You know, if you really were serious about something like this, you wouldn't be posting where a good portion of the people are Bastokan. We've been keeping an eye on this thread and now that you have even posted what week you plan on doing it, our alliance of Bastokan linkshells will be out there as well.
THIS IS A CALL TO ALL BASTOKANS!!! THEY CALL IT A WASTELAND (even though we all know it has by far the best music) AND NOW THEY THINK THEY CAN JUST WALK OVER AND TAKE IT? NEVER! WE ARE NOT GOING TO STAND BY WHILE THE PEOPLE WHO CONSTANTLY INSULT OUR LAND NOW DECIDE THEY WANT IT!
I am encouraging you all to go and buy yourself some subligar or slops and level up a job! Bring every last Bastokan friend you have! All Bastokan black mages, go claim every last bee and goblin and quadav you can, and train them to The Fumaroles. I want to see people with ranged weapons, stealing every last mob you can before a filthy San d'Orian hand can touch it!

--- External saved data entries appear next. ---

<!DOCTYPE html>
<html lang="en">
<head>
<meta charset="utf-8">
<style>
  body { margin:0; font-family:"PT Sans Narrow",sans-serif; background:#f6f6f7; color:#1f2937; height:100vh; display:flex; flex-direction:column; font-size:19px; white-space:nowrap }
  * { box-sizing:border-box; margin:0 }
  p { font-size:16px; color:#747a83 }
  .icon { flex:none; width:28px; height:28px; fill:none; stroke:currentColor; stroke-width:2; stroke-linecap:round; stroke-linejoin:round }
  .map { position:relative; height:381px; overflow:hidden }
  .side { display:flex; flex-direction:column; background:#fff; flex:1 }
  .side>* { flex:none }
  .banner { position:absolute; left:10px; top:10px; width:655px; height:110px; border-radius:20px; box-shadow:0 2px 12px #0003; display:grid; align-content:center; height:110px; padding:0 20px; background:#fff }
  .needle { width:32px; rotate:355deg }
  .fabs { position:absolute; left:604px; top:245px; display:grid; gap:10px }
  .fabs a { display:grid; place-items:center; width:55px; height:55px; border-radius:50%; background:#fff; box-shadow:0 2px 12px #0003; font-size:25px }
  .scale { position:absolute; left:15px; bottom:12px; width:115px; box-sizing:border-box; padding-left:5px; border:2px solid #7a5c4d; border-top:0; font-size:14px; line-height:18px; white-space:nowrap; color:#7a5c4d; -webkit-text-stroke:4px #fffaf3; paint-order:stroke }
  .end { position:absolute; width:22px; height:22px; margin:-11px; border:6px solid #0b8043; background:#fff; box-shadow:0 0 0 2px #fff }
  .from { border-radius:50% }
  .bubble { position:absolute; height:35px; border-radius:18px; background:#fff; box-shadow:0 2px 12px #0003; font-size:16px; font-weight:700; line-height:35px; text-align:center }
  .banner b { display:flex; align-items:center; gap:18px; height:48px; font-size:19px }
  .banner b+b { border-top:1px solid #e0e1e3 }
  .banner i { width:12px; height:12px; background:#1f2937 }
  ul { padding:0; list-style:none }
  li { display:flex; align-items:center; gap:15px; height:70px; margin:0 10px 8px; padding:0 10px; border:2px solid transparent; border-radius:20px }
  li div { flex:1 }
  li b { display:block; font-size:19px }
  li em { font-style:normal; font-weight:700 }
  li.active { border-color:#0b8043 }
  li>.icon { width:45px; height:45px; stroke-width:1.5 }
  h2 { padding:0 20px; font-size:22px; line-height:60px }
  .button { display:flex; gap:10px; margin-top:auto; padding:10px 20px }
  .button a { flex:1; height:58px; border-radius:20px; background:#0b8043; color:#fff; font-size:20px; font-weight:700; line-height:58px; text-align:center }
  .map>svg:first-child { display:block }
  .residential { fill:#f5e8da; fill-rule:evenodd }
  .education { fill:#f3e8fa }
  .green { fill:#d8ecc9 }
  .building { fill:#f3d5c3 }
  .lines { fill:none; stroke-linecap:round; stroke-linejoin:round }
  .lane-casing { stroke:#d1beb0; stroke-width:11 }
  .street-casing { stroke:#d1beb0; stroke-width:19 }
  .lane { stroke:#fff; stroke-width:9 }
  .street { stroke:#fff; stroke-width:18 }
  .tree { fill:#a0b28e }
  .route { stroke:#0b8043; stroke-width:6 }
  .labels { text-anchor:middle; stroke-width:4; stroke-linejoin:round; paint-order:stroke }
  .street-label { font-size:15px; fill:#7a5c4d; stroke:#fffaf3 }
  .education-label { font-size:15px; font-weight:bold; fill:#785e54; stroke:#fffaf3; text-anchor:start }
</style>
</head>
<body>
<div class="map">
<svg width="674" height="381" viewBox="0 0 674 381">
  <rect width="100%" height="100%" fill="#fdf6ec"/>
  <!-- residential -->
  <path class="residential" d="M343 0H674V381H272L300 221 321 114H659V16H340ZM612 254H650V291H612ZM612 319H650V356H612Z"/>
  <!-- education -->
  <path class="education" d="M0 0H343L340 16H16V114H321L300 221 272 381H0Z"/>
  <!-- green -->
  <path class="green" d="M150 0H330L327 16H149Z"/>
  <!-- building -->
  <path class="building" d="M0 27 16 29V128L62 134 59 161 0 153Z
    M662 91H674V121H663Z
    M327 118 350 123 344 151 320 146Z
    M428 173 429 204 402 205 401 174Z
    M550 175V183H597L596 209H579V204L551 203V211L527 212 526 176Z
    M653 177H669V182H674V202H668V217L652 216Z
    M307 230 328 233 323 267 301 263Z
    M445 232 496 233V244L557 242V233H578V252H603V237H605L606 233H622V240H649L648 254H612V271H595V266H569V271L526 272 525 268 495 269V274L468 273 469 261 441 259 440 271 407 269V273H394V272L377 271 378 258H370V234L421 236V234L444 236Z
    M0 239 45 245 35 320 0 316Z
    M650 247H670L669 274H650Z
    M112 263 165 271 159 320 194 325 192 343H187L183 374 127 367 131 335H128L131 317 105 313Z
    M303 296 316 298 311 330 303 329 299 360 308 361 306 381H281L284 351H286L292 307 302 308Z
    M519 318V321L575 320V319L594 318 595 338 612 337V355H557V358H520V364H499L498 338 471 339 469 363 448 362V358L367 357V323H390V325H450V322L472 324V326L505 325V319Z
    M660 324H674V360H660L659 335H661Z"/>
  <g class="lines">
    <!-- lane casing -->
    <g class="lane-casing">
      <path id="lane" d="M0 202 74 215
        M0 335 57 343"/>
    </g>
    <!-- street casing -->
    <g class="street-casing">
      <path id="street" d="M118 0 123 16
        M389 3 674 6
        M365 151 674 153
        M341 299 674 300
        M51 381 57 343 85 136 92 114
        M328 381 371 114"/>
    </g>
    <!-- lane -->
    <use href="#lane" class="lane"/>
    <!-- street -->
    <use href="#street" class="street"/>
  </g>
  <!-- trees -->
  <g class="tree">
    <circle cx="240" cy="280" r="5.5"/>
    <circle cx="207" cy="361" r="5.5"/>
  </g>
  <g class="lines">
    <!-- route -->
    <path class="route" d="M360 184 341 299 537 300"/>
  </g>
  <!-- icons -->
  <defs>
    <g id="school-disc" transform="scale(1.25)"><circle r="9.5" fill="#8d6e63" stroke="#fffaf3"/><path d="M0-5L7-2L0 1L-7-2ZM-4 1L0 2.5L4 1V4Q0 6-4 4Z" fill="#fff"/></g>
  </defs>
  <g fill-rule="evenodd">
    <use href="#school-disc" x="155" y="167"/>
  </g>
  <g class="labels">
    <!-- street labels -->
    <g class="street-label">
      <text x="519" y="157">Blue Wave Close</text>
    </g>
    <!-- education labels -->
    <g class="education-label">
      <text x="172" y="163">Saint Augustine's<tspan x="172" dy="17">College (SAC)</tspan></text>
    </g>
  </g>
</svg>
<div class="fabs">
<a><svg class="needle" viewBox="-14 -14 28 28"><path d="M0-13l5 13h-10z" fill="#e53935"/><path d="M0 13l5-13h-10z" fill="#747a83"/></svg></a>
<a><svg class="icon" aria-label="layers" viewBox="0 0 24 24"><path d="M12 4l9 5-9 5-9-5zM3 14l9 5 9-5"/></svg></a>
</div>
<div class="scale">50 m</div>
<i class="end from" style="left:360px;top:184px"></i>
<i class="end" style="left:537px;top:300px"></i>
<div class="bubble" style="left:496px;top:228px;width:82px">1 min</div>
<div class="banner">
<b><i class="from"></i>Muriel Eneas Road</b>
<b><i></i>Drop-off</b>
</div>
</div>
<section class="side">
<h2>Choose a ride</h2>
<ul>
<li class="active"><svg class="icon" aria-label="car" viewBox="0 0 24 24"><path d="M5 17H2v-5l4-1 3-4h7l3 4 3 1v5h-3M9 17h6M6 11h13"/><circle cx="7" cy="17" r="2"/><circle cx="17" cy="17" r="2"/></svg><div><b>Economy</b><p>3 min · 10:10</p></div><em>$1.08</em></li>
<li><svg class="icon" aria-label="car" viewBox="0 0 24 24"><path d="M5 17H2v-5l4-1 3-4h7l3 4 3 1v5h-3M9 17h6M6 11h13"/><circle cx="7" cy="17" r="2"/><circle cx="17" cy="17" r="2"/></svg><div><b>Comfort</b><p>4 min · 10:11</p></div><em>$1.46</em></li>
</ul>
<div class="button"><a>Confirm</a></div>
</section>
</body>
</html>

We must coordinate our efforts to protect our fair mining land. The foolish elvaans think they can take our copper ores and our wild onion-toting gobbies? Never! We bled on these lands in the early days, sacrificing our lives to the insufferable quadavs, ornery sheep, vultures, and that one evil goblin digger up on Vomp Hill that I'm sure we are all familiar with. We cannot sit idly by while the snooty elvaans earn the ability to teleport to OUR outpost. We must protect our land at all costs! Whatever your plans were for this holiday, cancel them! There will be no holiday for Bastok this year.
To every Bastokan Linkshell, this is a call to arms! Coordinate your efforts with QueeniexB of the DigitalBackSpin Linkshell and together we will save our beautiful Gustaberg from the snooty, croissont-eating frenc... er elvaans!
Disclaimer: Whoever decides to take this too far and get all pissy, since I know someone will, it's all in good fun and you need to get a life.